In July, 1790, Thomas Jefferson, then Secretary of State, sent a report to Congress containing two plans, both based on the length of the pendulum, in this case the pendulum to be a plain bar, the one plan to use the system then existing, referring it to the pendulum as the basis, and the other to take the pendulum and subdivide it, one-third of the pendulum to be called a foot. The whole length was that of one beating seconds of time. He made a table to read as follows:
10 Points make a Line.
10 Lines make a Foot.
10 Feet make a Decad.
10 Decads make a Rood.
10 Roods make a Furlong.
10 Furlongs make a Mile.
Congress did not adopt his system, and as England was then working on the problem, it was decided to await the results of its labors. In 1816, Madison, in his inaugural address, brought the matter of standards to the attention of Congress, and a committee of the House made a report recommending the first plan of Jefferson, but the report was not acted upon. In 1821, J. Q. Adams, then Secretary of State, made a long and exhaustive report in which he favored the metric system, but still advised Congress to wait, and Congress—waited.

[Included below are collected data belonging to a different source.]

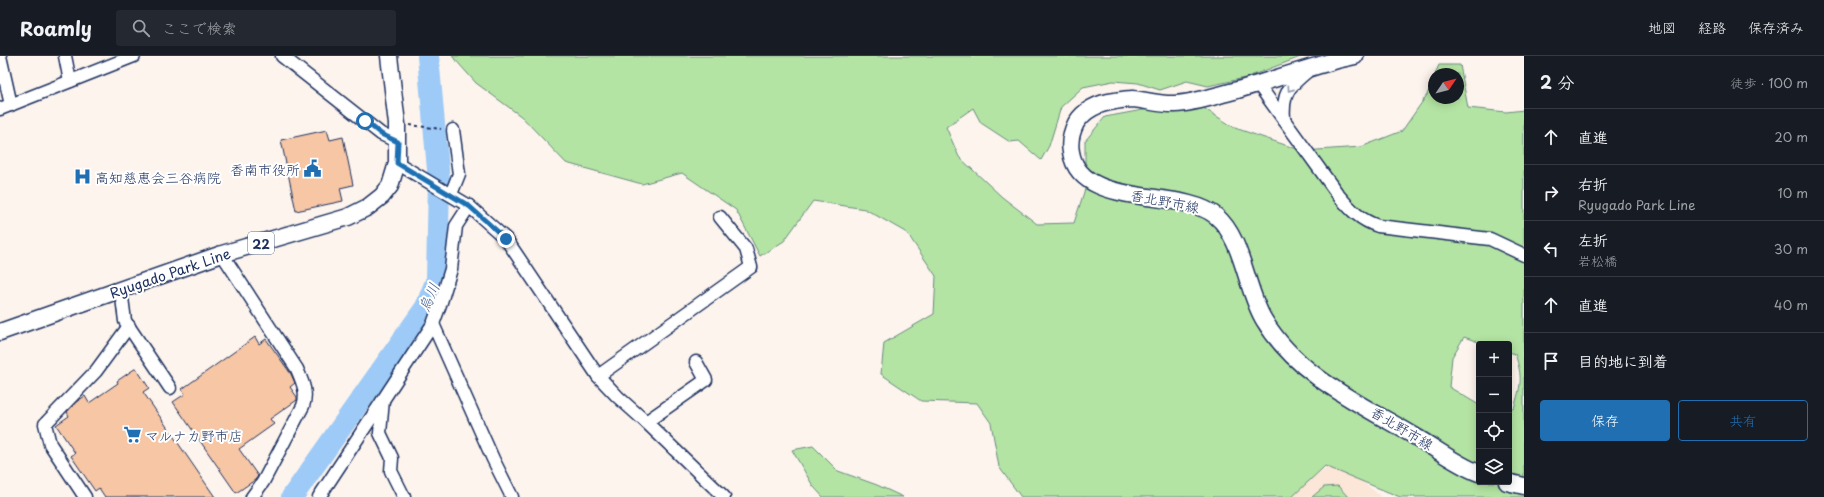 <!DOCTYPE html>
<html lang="ja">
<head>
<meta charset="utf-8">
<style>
	:root { --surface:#171b24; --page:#242831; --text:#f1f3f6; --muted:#9ea1a6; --line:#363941; --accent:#1f6fb2 }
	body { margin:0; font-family:"Playpen Sans","Klee One",sans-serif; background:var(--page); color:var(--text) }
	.controls { position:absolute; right:12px; bottom:12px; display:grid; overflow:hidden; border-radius:4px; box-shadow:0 2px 10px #0003 }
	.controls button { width:36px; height:36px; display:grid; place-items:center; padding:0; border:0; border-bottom:1px solid var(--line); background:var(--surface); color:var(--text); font:20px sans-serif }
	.compass { position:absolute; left:1428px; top:12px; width:36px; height:36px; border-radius:50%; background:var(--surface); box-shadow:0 2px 10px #0003; rotate:55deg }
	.stop { position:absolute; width:12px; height:12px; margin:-9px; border:3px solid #1f6fb2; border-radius:50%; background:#fff }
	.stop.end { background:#1f6fb2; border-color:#fff; box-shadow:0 1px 4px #0008 }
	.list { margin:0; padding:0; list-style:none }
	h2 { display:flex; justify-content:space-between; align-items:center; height:52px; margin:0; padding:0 16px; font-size:17px }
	h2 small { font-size:13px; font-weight:400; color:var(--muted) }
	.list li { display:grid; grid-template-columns:26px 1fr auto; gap:12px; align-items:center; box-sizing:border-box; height:56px; padding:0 16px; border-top:1px solid var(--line) }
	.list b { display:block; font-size:15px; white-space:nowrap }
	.list p { margin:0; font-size:13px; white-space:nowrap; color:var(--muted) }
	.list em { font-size:13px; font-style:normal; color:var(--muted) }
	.actions { display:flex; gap:8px; padding:12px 16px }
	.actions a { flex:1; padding:9px 0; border:1px solid var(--accent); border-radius:4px; text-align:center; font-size:14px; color:var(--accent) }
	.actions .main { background:var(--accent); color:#fff }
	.icon { flex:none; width:22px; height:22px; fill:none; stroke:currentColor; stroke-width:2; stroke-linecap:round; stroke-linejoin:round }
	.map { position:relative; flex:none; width:1524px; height:441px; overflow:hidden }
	header { display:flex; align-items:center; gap:24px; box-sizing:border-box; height:56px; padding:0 20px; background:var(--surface); border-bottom:1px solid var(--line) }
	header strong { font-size:19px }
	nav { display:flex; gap:22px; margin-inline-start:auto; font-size:14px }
	.search { width:280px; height:36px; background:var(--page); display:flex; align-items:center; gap:10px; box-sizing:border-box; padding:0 14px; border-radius:4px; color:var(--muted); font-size:15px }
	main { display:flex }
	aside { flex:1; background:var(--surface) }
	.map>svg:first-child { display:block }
	.built { fill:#fbe6d7 }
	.green { fill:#b4e4a3; stroke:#688a80; fill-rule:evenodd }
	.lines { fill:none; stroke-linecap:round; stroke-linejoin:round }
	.river { stroke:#9dcaf7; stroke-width:22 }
	.building { fill:#f6c6a5; stroke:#1b2f5e }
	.minor-casing { stroke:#1b2f5e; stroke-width:15 }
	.major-casing { stroke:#1b2f5e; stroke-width:19 }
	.path { stroke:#1b2f5e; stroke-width:2; stroke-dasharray:3 3; stroke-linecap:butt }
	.minor { stroke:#fff; stroke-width:12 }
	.major { stroke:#fff; stroke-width:16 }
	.oneway { stroke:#8d97ae }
	.route { stroke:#1f6fb2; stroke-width:5 }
	.labels { text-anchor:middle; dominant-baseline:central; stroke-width:4; stroke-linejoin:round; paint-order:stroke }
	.shield { fill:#fff; stroke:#5f6d8e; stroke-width:1 }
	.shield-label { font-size:13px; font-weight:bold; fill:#1b2f5e }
	.poi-label { font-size:14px; fill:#1b2f5e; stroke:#fff; text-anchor:start }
	.street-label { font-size:14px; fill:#1b2f5e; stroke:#fff }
	.water-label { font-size:15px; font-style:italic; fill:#425e8c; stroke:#fff }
</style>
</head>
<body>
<header>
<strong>Roamly</strong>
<div class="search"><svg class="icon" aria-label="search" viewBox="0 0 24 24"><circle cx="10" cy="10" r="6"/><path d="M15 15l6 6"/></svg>ここで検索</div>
<nav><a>地図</a><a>経路</a><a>保存済み</a></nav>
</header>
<main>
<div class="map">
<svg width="1524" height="441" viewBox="0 0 1524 441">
	<rect width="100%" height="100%" fill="#fdf4ed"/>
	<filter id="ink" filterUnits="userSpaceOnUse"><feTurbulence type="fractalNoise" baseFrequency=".025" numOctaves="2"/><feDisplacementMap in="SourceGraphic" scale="8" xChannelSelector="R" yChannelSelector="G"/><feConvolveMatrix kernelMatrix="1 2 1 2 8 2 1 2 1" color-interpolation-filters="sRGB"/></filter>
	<g filter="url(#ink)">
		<polygon class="built" points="1330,409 1344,409 1381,441 1284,441"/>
		<g class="green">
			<path d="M452,0H1303L1245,22L1208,30L1187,25L1160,34L1138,27L1113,25L1083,31L1061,51L1049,90L1041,104L1019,85L1010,86L981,67L973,52L946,71L959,101L1002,141L1037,168L1074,167L1085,133V85L1105,61L1148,53L1202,51L1235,72L1303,95L1361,91L1402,75L1427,39L1434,21V42H1458V18H1435L1439,9H1460L1468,52L1506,56L1524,54V441H1400L1325,410L1292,441H1021L999,411L991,367L977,347L921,345L881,318L884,287L934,258L936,220L907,177L865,153L813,145L784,185L760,200L736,154L682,117L642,128L566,107L522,61L476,27ZM1464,281L1484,288H1509V296L1515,298C1523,322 1521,329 1514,352L1509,354V426H1479V349L1449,331L1452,301Z"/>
			<polygon points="813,390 838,415 877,429 903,441 823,441 813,430 792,394"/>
			<polygon points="1338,430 1348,441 1312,441 1324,431"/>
		</g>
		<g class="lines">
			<polyline class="river" points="292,441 426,251 437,223 439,125 428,0"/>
		</g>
		<g class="building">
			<polygon points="327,74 330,84 343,81 353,129 340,132 343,145 296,155 281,84"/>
			<polygon points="255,281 259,288 266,283 291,318 295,327 290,331 297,341 297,344 270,363 274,368 239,393 258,420 255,424 236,437 173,346 185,338 182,333"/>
			<polygon points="136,312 149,332 143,336 215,441 105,441 99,432 95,435 71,400 75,397 56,369 69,360 67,356 76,346 85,340 89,347 118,327 117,325"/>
		</g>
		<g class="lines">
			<defs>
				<g id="minor">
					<polyline points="0,0 11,49"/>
					<polyline points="65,0 70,25"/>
					<polyline points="282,0 381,78 398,86"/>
					<path d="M1258,28L1339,140C1351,154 1360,164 1378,170L1490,183L1524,199"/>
					<polyline points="0,53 134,0"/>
					<path d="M1284,64C1282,37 1288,31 1309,14"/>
					<polyline points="397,107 469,150 506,183 598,320 618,341 646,366 724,441"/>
					<polyline points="451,138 459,118 453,74"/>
					<path d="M222,198L297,313C302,325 308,337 303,350L263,426L252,441"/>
					<polyline points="121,234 125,265 170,332"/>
					<polyline points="433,268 493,403 512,441"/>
					<polyline points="598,320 751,211 746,193 720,161"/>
					<polyline points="383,344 380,377 392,402 391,415 404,441"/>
					<polyline points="646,366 706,324 696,306"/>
					<polyline points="85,441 50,388 45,368 96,315 129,270"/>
					<polyline points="319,441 433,268 441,246 451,213 456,170 469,150"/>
				</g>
				<g id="major">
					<path d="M1355,0L1337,4C1302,14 1268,25 1234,35C1214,40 1195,47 1175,48C1160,49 1147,44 1132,43C1127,43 1121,44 1115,45C1099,47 1085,53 1076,67C1071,77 1069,86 1071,96C1080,154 1181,131 1216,160C1243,182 1246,235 1264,264C1298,321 1361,348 1416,381C1435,392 1459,410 1479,417"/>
					<polyline points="0,276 222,198 348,161 368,151 382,140 390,130 397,107 397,68 389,0"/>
					<polyline points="1507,426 1524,430"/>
				</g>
			</defs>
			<use href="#minor" class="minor-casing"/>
			<use href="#major" class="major-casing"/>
			<polyline class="path" points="410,69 441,73"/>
			<use href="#minor" class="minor"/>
			<use href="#major" class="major"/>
		</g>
		<defs><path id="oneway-chevron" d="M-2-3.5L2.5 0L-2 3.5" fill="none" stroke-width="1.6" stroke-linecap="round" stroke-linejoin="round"/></defs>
		<use class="oneway" href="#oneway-chevron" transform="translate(1290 33) rotate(125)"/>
	</g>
	<g class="lines" filter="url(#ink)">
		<polyline class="route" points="365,65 381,78 398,86 397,107 469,150 506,183"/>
	</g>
	<defs>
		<symbol id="civic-bare" viewBox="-9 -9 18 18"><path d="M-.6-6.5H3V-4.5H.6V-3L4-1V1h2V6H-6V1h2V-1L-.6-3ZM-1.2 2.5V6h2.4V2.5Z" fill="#1f6fb2" stroke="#fff" stroke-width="2.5" paint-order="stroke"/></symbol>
		<symbol id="hospital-bare" viewBox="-9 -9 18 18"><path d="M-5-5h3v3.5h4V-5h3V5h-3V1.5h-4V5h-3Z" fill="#1f6fb2" stroke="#fff" stroke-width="2.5" paint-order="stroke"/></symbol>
		<symbol id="supermarket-bare" viewBox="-9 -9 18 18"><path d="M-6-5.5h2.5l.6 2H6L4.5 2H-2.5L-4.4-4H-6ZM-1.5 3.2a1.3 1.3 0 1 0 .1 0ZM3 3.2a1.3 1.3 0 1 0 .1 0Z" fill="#1f6fb2" stroke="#fff" stroke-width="2.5" paint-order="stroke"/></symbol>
	</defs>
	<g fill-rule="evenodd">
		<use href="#civic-bare" x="300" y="100" width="25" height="25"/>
		<use href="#hospital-bare" x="70" y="108" width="25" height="25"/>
		<use href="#supermarket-bare" x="120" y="366" width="25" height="25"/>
	</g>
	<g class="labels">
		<rect class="shield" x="248" y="176" width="26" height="22" rx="3"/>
		<g class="shield-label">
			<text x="261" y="187">22</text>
		</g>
		<g class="poi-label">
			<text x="300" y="113" text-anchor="end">香南市役所</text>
			<text x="95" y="121">高知慈恵会三谷病院</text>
			<text x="145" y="379">マルナカ野市店</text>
		</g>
		<g class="street-label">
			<text transform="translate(1165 145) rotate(11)">香北野市線</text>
			<text transform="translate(170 217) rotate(-19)">Ryugado Park Line</text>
			<text transform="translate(1402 372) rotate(31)">香北野市線</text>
		</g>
		<g class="water-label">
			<text transform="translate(428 241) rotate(-67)">烏川</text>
		</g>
	</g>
</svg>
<div class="controls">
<button>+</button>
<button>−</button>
<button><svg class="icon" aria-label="locate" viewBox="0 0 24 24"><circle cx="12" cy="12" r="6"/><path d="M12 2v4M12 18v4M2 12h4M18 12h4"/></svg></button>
<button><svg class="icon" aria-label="layers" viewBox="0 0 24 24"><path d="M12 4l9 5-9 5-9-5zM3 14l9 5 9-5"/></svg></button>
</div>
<svg class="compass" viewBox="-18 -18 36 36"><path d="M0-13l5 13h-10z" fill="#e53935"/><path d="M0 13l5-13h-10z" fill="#9ea1a6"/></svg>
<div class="stop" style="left:365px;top:65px"></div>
<div class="stop end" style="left:506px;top:183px"></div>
</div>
<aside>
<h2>2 分<small>徒歩 · 100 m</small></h2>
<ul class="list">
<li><svg class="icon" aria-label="ahead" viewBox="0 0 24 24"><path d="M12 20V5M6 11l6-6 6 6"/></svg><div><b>直進</b></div><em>20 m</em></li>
<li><svg class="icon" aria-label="right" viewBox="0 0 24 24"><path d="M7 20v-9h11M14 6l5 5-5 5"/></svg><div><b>右折</b><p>Ryugado Park Line</p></div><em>10 m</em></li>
<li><svg class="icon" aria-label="left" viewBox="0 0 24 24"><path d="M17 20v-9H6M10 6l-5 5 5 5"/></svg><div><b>左折</b><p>岩松橋</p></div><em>30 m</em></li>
<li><svg class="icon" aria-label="ahead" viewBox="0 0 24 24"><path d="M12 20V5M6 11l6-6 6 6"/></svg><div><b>直進</b></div><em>40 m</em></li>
<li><svg class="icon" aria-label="arrive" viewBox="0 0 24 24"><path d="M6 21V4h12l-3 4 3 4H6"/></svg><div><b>目的地に到着</b></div></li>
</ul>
<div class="actions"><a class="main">保存</a><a>共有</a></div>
</aside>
</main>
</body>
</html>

What the Standards are in the United States
The standard of length which had generally been accepted as the standard, was a brass scale 82 inches long, prepared by Troughton for the Coast Survey of the United States. The yard used was the 36 inches between the 27th and 63d inch of the scale. In 1856, however "Bronze No. 11" was presented to the United States by the British government. This is a duplicate of the No. 1 Bronze mentioned before, which is the legalized standard yard in England. It is standard length at 61.79 degrees F., and is the accepted standard in the United States. A bar of Low Moor iron, No. 57, was sent at the same time, and this is correct in length at 62.58 degrees F. The expansion of Bronze No. 11 is 0.000342 inch, and that of the iron bar is 0.000221 inch for each degree Fahrenheit. While the yard is the commonly accepted standard in this country, it is not the legal standard. In 1866 Congress passed a law making legal the meter, the first and only measure of length that has been legalized by our government. Copies of the meter and kilogram, taken from the original platinum bar at Paris, referred to before, were received in this country by the President and members of the Cabinet, on Jan. 2, 1890, and were deposited with the Coast Survey. By formal order of the Secretary of the Treasury, April 5, 1893, these were denominated the "Fundamental Standards."